SparkML - cchantra/bigdata.github.io GitHub Wiki

download data set

we use dataset from kaggle (bank.csv)

https://www.kaggle.com/rouseguy/bankbalanced/version/1

wget   https://raw.githubusercontent.com/cchantra/bigdata.github.io/master/spark/bank.csv

run to copy bank.csv to hdfs or local

for hdfs


 hdfs dfs -put bank.csv /bank.csv

Install pyspark for user hadoop

pip3 install pyspark --user

Install Jupyter notebook at user hadoop (you can skip this if you have it)


sudo apt update
sudo apt install python3-pip python3-dev
export LC_ALL=C
pip3 install jupyter

It will take a big while. Setup library path for python: add the following line to your .bashrc. Don't forget to source it after that.

export PATH=$PATH:/home/hadoop/.local/bin

export SPARK_HOME=/home/hadoop/spark

export PYTHONPATH=$SPARK_HOME/python:$SPARK_HOME/python/lib/py4j-0.10.8.1-src.zip:$PYTHONPATH

Then

source ~/.bashrc

set up password for jupyter notebook. Optional

jupyter notebook password

Enter password:  <enter your pass>

Verify password: <enter it again>

[NotebookPasswordApp] Wrote hashed password to /home/user1/.jupyter/jupyter_notebook_config.json

you can setup jupyter NO password

jupyter notebook --generate-config

From jupyter directory ,edit the jupyter_notebook_config.py

.jupyter folder at your home.

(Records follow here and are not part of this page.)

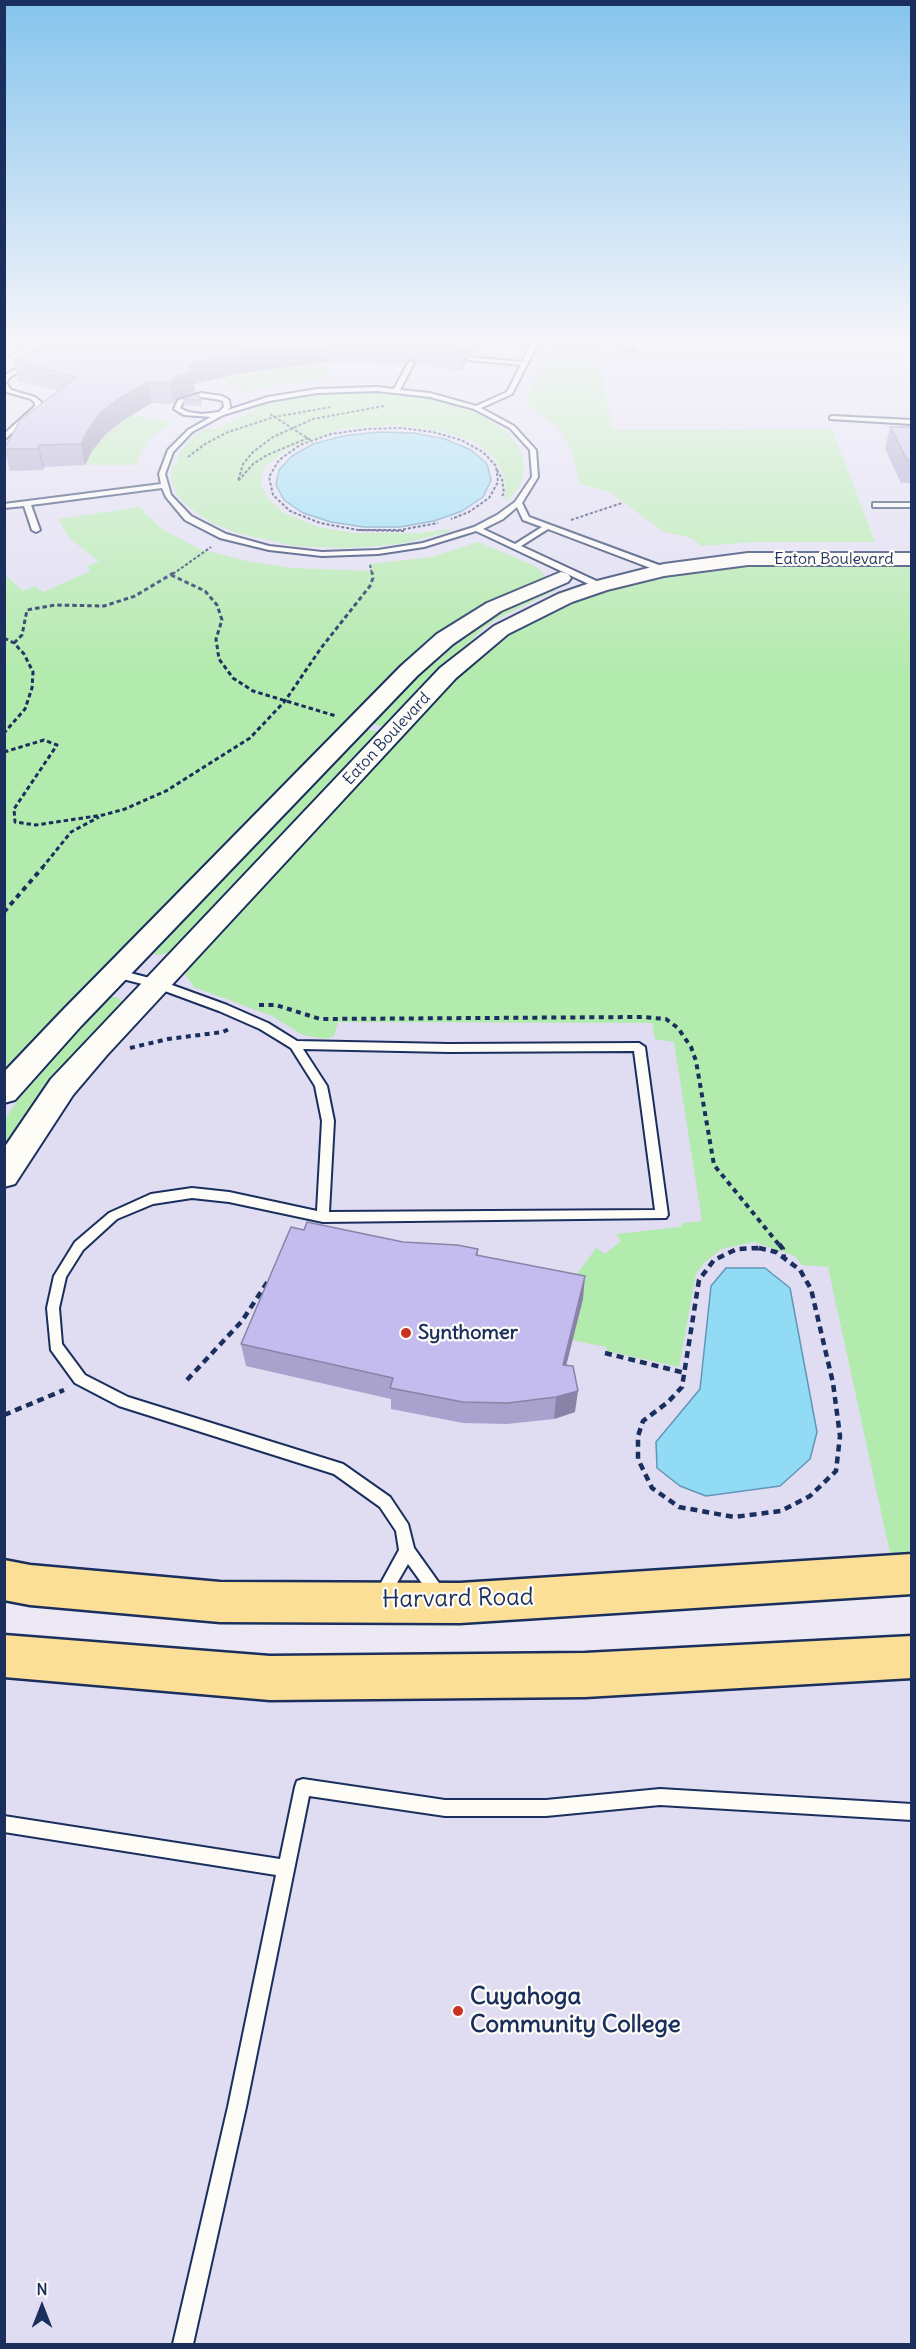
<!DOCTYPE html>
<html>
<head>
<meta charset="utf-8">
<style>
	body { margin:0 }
	#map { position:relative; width:916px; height:2349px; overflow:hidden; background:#ece9f4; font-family:Delius,sans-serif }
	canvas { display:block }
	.frame { position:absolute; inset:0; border:6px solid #1b2f5e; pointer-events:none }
	.north { position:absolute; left:12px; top:2277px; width:60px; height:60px; -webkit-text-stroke:4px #fdfcf7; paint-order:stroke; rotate:0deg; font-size:16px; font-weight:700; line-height:24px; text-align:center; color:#1b2f5e }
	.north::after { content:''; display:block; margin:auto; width:21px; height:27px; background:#1b2f5e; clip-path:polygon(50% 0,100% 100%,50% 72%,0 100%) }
</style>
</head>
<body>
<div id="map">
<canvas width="916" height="2349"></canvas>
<div class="frame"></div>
<div class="north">N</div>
</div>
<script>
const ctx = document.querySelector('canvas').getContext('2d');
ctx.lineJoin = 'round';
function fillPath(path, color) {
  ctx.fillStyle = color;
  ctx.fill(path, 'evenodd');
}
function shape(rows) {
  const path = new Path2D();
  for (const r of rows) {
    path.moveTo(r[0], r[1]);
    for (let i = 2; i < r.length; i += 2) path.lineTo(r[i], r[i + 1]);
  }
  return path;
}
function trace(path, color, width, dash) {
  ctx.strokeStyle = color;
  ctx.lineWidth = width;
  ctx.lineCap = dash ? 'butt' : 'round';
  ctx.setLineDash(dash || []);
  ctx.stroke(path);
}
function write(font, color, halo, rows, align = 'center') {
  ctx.font = font + ' Delius,sans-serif';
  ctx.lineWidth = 4.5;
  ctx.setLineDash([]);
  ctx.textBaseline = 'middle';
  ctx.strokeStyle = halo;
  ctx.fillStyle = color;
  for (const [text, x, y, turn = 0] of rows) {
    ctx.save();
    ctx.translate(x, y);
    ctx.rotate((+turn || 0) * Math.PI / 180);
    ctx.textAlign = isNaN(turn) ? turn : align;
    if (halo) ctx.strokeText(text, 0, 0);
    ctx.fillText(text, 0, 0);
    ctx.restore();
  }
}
fillPath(shape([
	[4,343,911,343,911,1574,460,1603,5,1580],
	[4,1656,911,1657,911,2344,5,2344]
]), '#e0dcf2');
fillPath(shape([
	[554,343,599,343,605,392,613,430,832,429,875,542,751,542,701,546,692,538,664,532,609,492,579,484,573,453,559,428,524,402],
	[327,363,332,378,268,386,243,392,223,378,285,366],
	[356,391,425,397,480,414,506,431,520,449,524,464,523,477,518,488,508,500,503,498,505,494,505,480,497,460,476,442,440,431,394,425,341,429,290,448,267,464,262,474,261,485,270,501,284,513,319,527,353,533,420,533,448,529,452,531,405,543,377,546,344,548,295,546,237,533,210,522,185,504,176,493,171,480,172,465,176,465,180,452,191,439,206,428,214,430,258,409,255,406,286,399],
	[133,414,171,423,152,437,141,452,136,465,85,465,92,451,105,435],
	[139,507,163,530,200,549,251,562,292,568,371,571,370,564,431,557,478,542,533,565,542,572,549,583,445,639,5,1092,5,575,23,591,35,586,43,592,91,571,86,567,99,561,70,539,58,519],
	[911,559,911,1574,895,1576,828,1267,802,1265,795,1256,754,1242,721,1249,704,1263,696,1274,679,1367,607,1351,606,1347,572,1340,582,1299,562,1295,596,1248,605,1254,621,1241,616,1234,680,1227,683,1223,702,1221,674,1042,655,1039,652,1023,338,1022,334,1036,325,1039,303,1035,272,1016,194,987,185,974,191,963,472,652,565,598,704,564],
	[552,588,556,590,495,620,482,630,384,727,371,723,406,685,446,648,507,606],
	[365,729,380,732,170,953,156,955,153,951],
	[109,997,117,997,122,1001,119,1007,79,1048,5,1145,5,1120,11,1110,44,1065,103,1000]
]), '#b3eaad');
const water = shape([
	[378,432,413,433,445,439,471,450,487,464,491,480,483,497,462,511,434,521,400,527,364,527,331,522,303,513,284,500,276,485,279,470,292,456,313,444,343,436,378,432],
	[726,1268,765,1268,790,1288,817,1432,810,1459,780,1486,706,1496,680,1486,657,1468,656,1442,700,1389,711,1286,726,1268]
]);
fillPath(water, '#92dbf4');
trace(water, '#6296b8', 1.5);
const service = shape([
	[532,343,538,343,512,394,481,408,514,426,536,450,538,477,522,503,529,517,667,568,667,572,661,572,548,529,521,546,603,584,603,588,597,588,476,531,424,547,378,554,322,556,269,550,220,538,185,520,166,497,162,488,31,505,40,530,36,532,32,530,24,506,4,508,4,504,161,484,159,474,168,450,188,430,211,417,184,415,174,409,178,400,201,393,222,396,229,400,230,407,228,410,268,397,317,389,377,387,394,389,408,363,411,361,414,363,400,390,430,393,476,406,507,392,521,365,469,360,467,357,522,362,532,343],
	[377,391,430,397,474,409,510,428,530,450,532,477,515,502,497,515,474,527,423,543,378,550,322,552,269,546,226,534,191,516,171,495,165,474,173,452,192,432,223,415,269,401,317,393,377,391],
	[201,397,220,400,223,401,224,407,219,412,202,414,188,412,180,408,183,402,201,397],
	[517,507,523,520,542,527,515,544,483,529,503,519,517,507],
	[612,343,620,343,633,350,628,351,612,343],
	[27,363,32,364,10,377,6,383,11,390,35,397,41,402,41,407,4,440,4,434,35,406,35,403,31,399,7,392,4,390,5,375,27,363],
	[832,416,912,420,912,424,830,419,830,417,832,416],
	[873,503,912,503,912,507,873,507,873,503],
	[115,969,161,981,227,1005,268,1023,297,1041,449,1044,639,1043,645,1047,668,1215,666,1218,323,1222,229,1202,192,1198,153,1204,117,1219,83,1250,66,1277,59,1308,62,1344,85,1375,128,1397,343,1464,390,1497,408,1524,414,1548,444,1590,447,1595,444,1600,439,1602,434,1600,408,1564,386,1602,381,1604,376,1602,373,1597,376,1592,399,1550,396,1531,380,1507,334,1474,119,1406,75,1383,51,1350,47,1308,54,1276,75,1242,109,1213,151,1194,192,1188,229,1192,317,1211,322,1121,315,1086,291,1048,260,1029,219,1011,154,987,111,976,110,973,111,970,115,969],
	[303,1049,449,1052,634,1051,655,1210,329,1212,334,1121,327,1086,303,1049],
	[303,1779,445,1800,546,1800,660,1789,912,1804,912,1820,660,1805,546,1816,445,1816,309,1796,246,2107,193,2344,173,2344,228,2107,276,1875,4,1832,4,1816,280,1859,295,1787,297,1781,303,1779]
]);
const tertiary = shape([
	[748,553,912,553,912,565,748,565,664,576,607,590,572,602,508,634,456,678,107,1055,73,1095,15,1184,4,1187,4,1148,51,1079,440,668,494,626,558,594,593,582,664,564,748,553],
	[561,572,568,574,571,578,568,582,501,611,453,644,417,676,81,1026,15,1100,4,1103,4,1072,61,1012,401,666,437,634,487,603,561,572]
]);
const primary = shape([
	[912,1554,912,1594,460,1623,220,1622,30,1605,4,1600,4,1560,30,1565,220,1582,460,1583,912,1554],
	[4,1635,270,1656,585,1653,912,1636,912,1678,585,1697,270,1700,4,1677,4,1635]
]);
trace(service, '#1b2f5e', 4);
trace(tertiary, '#1b2f5e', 4);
trace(primary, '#1b2f5e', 5);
trace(shape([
	[10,355,32,343],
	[270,414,312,441],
	[308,438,267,455,253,464,238,481,243,464,253,452,273,437,313,419,384,406],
	[188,457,205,444,228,432,274,417,331,407],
	[497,470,502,479,504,493,502,496],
	[571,520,622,503],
	[358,530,400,530,438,523],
	[404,531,358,530,320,523,290,511,273,495,269,477,279,460,300,445,331,434,367,429,401,428,433,432,461,440,483,452,496,466,498,482,489,498,469,512,451,519],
	[370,565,372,574],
	[173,574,211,547]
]), '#1b2f5e', 2, [3, 2]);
trace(shape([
	[171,575,205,591,217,605,222,620,216,639,219,659,233,678,253,691,336,716],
	[4,638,14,643,24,654,33,672,32,688,25,709,4,733],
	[14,643,22,635,27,610,55,605,104,606,135,596,175,572],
	[4,752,44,740,57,745,14,809,15,822,36,825,103,815,125,809,166,791,250,738,285,701,321,648,370,586,373,578,372,572],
	[42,868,71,832,99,817]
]), '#1b2f5e', 3, [4.5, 3]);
trace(shape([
	[4,912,43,867],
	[259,1005,276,1005,320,1019,642,1017,666,1019,678,1028,691,1047,696,1061,714,1165,780,1246],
	[130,1048,168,1039,223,1032,229,1029]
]), '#1b2f5e', 4, [5, 4.5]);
trace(shape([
	[779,1244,783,1249,784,1258],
	[759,1248,776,1252,800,1270,811,1289,833,1383,840,1436,836,1471,810,1496,781,1511,734,1517,679,1507,652,1488,638,1459,638,1436,643,1421,668,1402,682,1387,699,1280,714,1260,737,1249,759,1248],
	[605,1353,685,1373],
	[187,1380,242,1321,270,1278],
	[4,1415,64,1390]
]), '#1b2f5e', 4.5, [7, 5]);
fillPath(service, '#fdfcf7');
fillPath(tertiary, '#fdfcf7');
fillPath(primary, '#fbdf96');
fillPath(shape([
	[52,343,478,343,471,355,467,356,467,361,462,371,416,364,412,359,406,363,327,362,242,373,194,384,195,392,177,398,174,404,152,403,122,421,105,435,92,451,85,465,44,467,43,470,10,471,4,449,58,391,18,381,13,360],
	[183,399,201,400,202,406,184,405],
	[890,427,912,427,912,483,901,483,885,449],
	[304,1230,403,1242,478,1249,478,1255,583,1299,566,1365,575,1412,554,1419,507,1424,463,1423,391,1409,391,1399,246,1366,241,1344]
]), '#a9a2cd');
fillPath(shape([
	[316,343,326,343,327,362,242,373,194,384,195,392,177,398,174,404,170,383,174,377,189,364,239,352],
	[405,343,412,343,412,359,406,363],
	[465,343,478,343,471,355,467,356,467,361,462,371,462,350],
	[149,382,152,403,122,421,105,435,92,451,85,465,81,444,88,430,100,413,118,399],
	[39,445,44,467,43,470,38,449],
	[585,1276,583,1299,561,1386,563,1365],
	[578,1391,575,1412,554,1419,556,1397]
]), '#8984a7');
const building = shape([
	[52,343,316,343,239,352,189,364,192,372,174,377,170,383,149,382,118,399,100,413,88,430,81,444,39,445,38,449,4,449,21,419,77,377,13,360,52,343],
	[415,343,466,343,462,350,415,343],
	[198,394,201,400,183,399,198,394],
	[890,427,912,427,912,460,907,460,890,427],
	[307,1222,403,1242,457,1245,478,1249,476,1255,585,1276,563,1365,573,1366,578,1391,556,1397,508,1403,463,1402,390,1388,393,1378,241,1344,291,1227,304,1230,307,1222]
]);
fillPath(building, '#c4bcee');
trace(building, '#8984a7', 1.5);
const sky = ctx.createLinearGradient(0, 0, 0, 672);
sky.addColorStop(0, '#85c4ed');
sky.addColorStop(0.51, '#f6f5fa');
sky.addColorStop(1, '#f6f5fa00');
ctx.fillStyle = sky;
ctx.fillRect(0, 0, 916, 672);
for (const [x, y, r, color] of [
	[406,1333,6,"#c8321e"],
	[458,2011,6,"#c8321e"]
]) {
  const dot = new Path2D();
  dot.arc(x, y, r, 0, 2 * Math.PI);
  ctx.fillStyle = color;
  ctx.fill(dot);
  trace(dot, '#fdfcf7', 2);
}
write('16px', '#1b2f5e', '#fdfcf7', [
	["Eaton Boulevard",834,559],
	["Eaton Boulevard",387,739,-47]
]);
write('bold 20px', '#1b2f5e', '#fdfcf7', [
	["Synthomer",418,1333]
], 'left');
write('24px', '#1b2f5e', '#fdfcf7', [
	["Harvard Road",458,1599,-1]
]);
write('bold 24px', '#1b2f5e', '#fdfcf7', [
	["Cuyahoga",470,1997],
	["Community College",470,2025]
], 'left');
</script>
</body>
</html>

Add the following lines.

c.NotebookApp.token = '' c.NotebookApp.password = u'' c.NotebookApp.open_browser = True c.NotebookApp.ip = 'localhost'

Next create ssh tunnel to jupyter notebook port.

suppose you run jupyter notebook at port 8889, i.e.

 jupyter notebook --no-browser --port=8889

on your local computer, do the ssh tunnel:

ssh -N -L 8889:localhost:8889 [email protected]

where [email protected] is your username@ipaddr_vm

The first 8889 is your local computer port and second 8889 is remote computer port.

Whatever running on the second 8889 is shown in the first 8889 in your local computer.

Then on your web browser. Goto https://localhost:8889

Then open the jupyter notebook with python3 kernel

Try the dataset

copy the following code into it. Click run button.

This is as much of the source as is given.